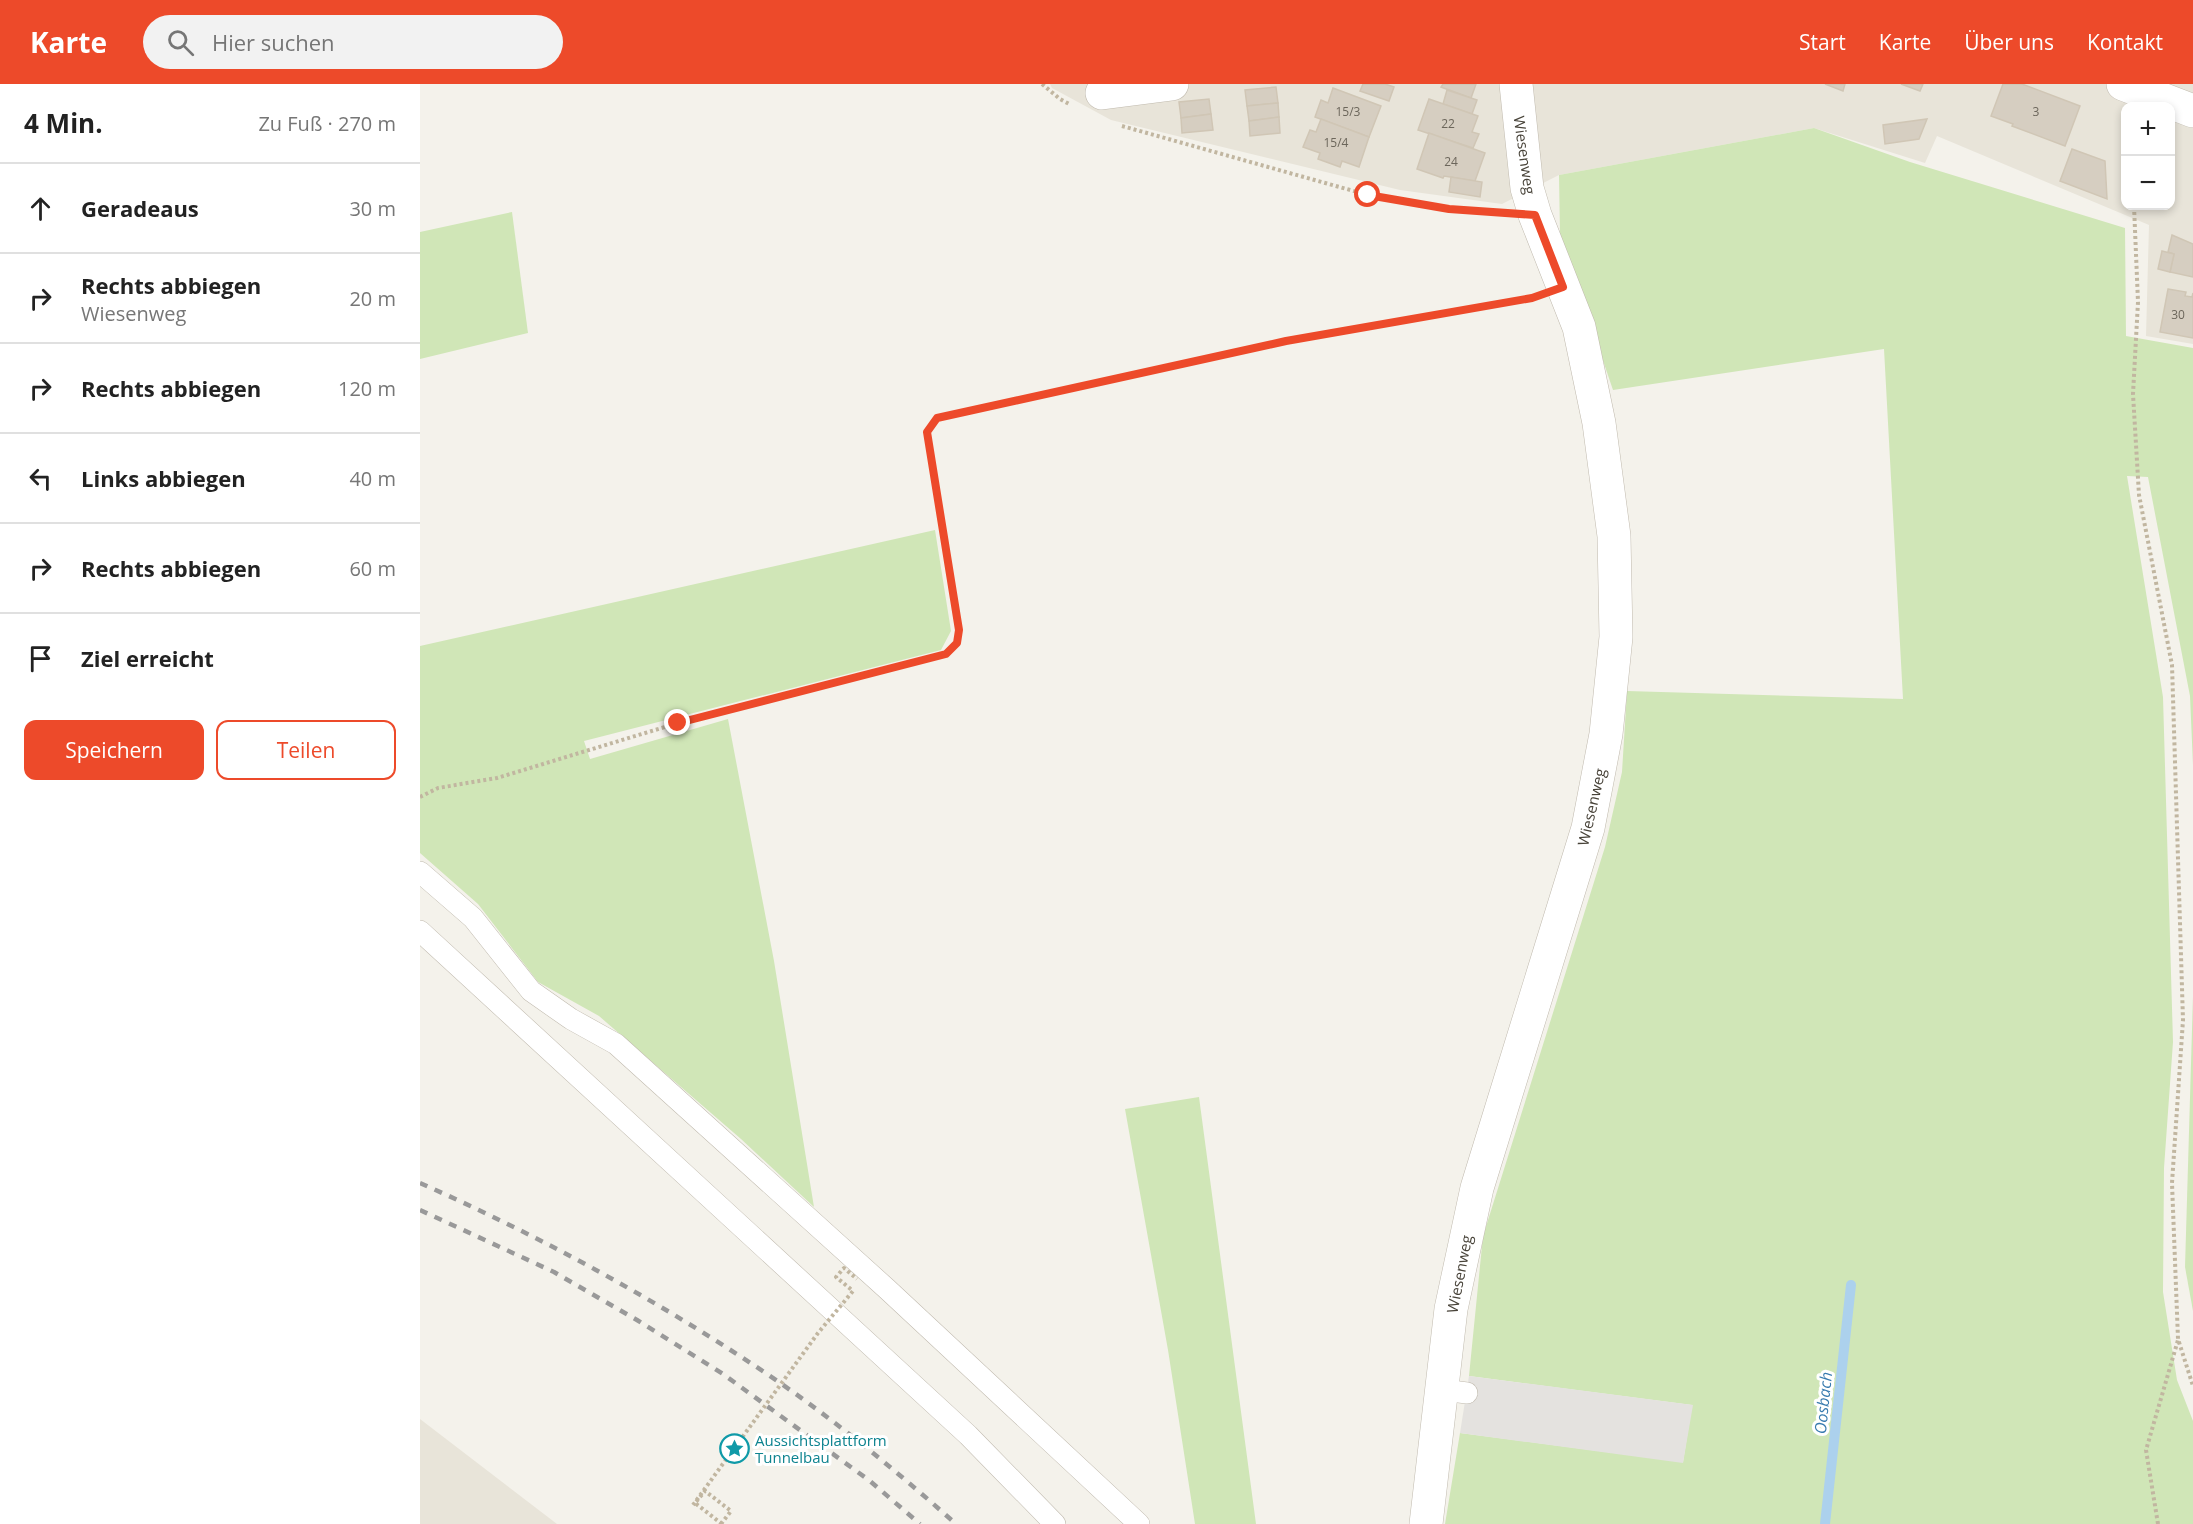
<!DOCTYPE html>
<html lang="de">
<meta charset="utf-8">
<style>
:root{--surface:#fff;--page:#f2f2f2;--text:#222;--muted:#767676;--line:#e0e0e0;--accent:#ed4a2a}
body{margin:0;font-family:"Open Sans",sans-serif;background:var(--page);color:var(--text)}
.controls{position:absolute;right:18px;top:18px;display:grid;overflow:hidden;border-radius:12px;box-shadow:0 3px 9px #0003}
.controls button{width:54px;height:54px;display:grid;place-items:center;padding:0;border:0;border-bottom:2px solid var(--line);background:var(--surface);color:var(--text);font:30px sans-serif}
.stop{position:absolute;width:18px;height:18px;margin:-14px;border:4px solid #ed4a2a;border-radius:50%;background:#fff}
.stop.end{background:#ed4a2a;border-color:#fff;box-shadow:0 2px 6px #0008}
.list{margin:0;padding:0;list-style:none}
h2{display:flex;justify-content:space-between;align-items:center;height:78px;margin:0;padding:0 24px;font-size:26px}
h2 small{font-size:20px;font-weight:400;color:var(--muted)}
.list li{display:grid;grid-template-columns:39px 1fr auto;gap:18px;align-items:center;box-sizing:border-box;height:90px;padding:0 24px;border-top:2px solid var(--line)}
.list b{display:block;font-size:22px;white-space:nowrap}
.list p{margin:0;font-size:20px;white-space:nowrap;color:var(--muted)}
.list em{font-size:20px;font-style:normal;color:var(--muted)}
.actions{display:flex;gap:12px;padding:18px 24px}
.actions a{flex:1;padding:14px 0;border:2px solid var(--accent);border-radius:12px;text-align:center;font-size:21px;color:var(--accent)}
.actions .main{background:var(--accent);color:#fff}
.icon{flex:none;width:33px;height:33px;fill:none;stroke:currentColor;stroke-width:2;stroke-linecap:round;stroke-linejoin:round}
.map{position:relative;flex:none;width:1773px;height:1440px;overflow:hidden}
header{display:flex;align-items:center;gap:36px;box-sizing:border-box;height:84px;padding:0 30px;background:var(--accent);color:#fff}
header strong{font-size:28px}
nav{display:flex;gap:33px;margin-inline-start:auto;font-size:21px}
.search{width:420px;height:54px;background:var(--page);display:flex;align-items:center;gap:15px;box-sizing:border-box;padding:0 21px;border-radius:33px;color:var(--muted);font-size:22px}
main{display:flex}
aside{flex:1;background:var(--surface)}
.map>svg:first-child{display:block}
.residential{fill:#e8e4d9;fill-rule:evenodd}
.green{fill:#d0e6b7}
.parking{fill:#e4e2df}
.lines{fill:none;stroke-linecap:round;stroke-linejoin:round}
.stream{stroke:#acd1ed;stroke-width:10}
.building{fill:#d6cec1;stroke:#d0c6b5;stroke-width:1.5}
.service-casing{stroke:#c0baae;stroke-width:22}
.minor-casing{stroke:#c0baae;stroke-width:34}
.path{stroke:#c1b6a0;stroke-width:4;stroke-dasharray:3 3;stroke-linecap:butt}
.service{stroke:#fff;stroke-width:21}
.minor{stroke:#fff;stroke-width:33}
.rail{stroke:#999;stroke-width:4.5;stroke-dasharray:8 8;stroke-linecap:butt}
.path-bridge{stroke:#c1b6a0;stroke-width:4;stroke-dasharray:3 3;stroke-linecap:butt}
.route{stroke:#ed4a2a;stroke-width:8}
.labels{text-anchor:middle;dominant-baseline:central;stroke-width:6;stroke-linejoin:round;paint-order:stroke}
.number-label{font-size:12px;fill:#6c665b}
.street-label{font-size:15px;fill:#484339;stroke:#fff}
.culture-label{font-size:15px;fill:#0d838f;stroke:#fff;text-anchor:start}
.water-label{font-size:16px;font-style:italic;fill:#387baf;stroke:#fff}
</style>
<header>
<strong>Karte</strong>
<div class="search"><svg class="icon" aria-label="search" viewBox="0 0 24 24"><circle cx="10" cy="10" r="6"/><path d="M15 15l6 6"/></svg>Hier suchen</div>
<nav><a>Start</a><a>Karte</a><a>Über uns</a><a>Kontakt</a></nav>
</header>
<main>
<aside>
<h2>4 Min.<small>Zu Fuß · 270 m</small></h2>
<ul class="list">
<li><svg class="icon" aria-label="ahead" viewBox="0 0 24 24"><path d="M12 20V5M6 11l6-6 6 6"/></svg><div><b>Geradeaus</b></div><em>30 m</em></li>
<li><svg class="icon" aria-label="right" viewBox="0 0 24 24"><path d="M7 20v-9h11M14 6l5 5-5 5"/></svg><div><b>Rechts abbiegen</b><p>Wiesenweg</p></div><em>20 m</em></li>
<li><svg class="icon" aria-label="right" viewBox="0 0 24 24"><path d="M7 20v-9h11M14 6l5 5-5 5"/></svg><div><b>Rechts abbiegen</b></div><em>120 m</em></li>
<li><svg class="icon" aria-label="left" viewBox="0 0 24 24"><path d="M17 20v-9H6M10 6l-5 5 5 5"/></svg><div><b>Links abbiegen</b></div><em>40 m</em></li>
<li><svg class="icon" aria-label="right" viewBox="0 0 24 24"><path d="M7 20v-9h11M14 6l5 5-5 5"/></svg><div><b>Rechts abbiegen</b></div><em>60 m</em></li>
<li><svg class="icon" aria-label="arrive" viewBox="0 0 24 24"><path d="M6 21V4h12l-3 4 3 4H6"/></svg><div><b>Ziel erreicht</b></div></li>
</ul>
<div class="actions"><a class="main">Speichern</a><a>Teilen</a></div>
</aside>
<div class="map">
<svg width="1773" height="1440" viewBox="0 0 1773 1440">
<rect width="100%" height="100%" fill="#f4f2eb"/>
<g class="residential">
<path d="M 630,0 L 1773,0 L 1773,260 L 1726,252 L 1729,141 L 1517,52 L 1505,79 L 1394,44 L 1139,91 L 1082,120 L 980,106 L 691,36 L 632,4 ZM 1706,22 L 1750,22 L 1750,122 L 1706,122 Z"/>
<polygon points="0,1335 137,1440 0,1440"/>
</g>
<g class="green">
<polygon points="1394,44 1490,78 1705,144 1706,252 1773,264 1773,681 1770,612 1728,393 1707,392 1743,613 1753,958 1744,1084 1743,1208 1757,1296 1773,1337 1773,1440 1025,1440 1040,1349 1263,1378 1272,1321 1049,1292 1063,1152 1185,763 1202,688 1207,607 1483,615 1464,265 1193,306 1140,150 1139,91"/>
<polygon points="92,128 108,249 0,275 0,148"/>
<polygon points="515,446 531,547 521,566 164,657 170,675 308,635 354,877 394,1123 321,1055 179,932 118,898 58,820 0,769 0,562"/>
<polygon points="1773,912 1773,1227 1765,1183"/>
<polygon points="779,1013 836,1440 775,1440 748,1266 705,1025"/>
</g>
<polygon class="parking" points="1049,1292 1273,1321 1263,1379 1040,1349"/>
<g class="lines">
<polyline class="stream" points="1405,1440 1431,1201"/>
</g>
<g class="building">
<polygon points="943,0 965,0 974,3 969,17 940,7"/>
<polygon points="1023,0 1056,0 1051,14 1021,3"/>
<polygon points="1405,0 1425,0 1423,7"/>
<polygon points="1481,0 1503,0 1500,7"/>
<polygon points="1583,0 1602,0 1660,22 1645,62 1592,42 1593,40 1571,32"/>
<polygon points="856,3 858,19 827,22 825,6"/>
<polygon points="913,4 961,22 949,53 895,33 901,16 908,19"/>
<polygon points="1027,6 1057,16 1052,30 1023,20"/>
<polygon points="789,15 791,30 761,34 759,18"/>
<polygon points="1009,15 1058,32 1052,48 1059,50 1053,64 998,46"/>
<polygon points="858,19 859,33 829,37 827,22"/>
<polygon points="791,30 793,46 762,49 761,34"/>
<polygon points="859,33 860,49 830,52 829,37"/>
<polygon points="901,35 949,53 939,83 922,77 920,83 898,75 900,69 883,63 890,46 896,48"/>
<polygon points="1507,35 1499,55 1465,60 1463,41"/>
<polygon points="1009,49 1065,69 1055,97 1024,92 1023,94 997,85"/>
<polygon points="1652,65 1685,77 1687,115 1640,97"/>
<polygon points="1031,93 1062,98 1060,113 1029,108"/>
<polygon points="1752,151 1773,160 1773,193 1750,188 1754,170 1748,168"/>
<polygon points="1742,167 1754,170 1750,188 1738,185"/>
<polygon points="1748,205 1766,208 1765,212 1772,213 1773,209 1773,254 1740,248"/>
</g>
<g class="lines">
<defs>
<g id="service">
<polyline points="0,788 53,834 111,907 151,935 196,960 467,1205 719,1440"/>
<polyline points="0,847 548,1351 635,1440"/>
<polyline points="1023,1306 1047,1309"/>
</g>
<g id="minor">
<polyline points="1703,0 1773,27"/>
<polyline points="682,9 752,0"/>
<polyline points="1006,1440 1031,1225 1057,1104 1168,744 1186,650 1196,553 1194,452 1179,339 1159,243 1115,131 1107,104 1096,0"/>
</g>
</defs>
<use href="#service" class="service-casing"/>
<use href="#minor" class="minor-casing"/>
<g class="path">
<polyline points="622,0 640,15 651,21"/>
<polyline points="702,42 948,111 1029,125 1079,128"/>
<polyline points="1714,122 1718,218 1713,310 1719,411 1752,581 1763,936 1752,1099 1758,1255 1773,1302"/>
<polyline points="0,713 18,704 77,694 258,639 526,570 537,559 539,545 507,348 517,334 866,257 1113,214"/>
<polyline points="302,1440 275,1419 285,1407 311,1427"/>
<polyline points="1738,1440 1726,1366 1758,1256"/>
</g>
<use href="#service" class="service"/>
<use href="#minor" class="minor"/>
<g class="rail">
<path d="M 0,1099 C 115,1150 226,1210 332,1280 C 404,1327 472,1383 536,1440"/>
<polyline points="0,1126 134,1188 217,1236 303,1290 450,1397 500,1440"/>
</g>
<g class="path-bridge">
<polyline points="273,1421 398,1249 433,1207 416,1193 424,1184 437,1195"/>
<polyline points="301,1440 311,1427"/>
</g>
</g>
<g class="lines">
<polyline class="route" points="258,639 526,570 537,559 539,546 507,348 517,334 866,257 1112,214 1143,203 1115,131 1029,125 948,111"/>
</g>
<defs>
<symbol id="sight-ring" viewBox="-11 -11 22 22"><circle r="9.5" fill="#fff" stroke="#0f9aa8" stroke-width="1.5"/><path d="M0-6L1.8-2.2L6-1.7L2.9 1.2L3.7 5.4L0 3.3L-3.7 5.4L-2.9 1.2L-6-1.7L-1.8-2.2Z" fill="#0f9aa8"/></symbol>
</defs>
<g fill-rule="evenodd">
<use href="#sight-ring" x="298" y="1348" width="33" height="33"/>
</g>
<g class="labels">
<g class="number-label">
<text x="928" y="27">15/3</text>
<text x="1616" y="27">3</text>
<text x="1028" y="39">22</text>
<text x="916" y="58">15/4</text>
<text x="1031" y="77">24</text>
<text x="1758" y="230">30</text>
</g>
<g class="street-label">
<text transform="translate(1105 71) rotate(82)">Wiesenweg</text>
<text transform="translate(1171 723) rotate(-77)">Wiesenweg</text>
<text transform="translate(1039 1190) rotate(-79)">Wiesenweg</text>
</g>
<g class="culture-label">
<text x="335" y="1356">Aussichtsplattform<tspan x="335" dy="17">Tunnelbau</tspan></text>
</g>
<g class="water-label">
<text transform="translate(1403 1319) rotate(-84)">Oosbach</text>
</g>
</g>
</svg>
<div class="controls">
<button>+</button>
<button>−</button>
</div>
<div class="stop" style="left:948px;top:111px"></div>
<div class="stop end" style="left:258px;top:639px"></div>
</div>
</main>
- - - -
#### Your instructions:
State how many lines in the material include the string "casing". Nothing other than the number is wanted.

#### Answer space:
4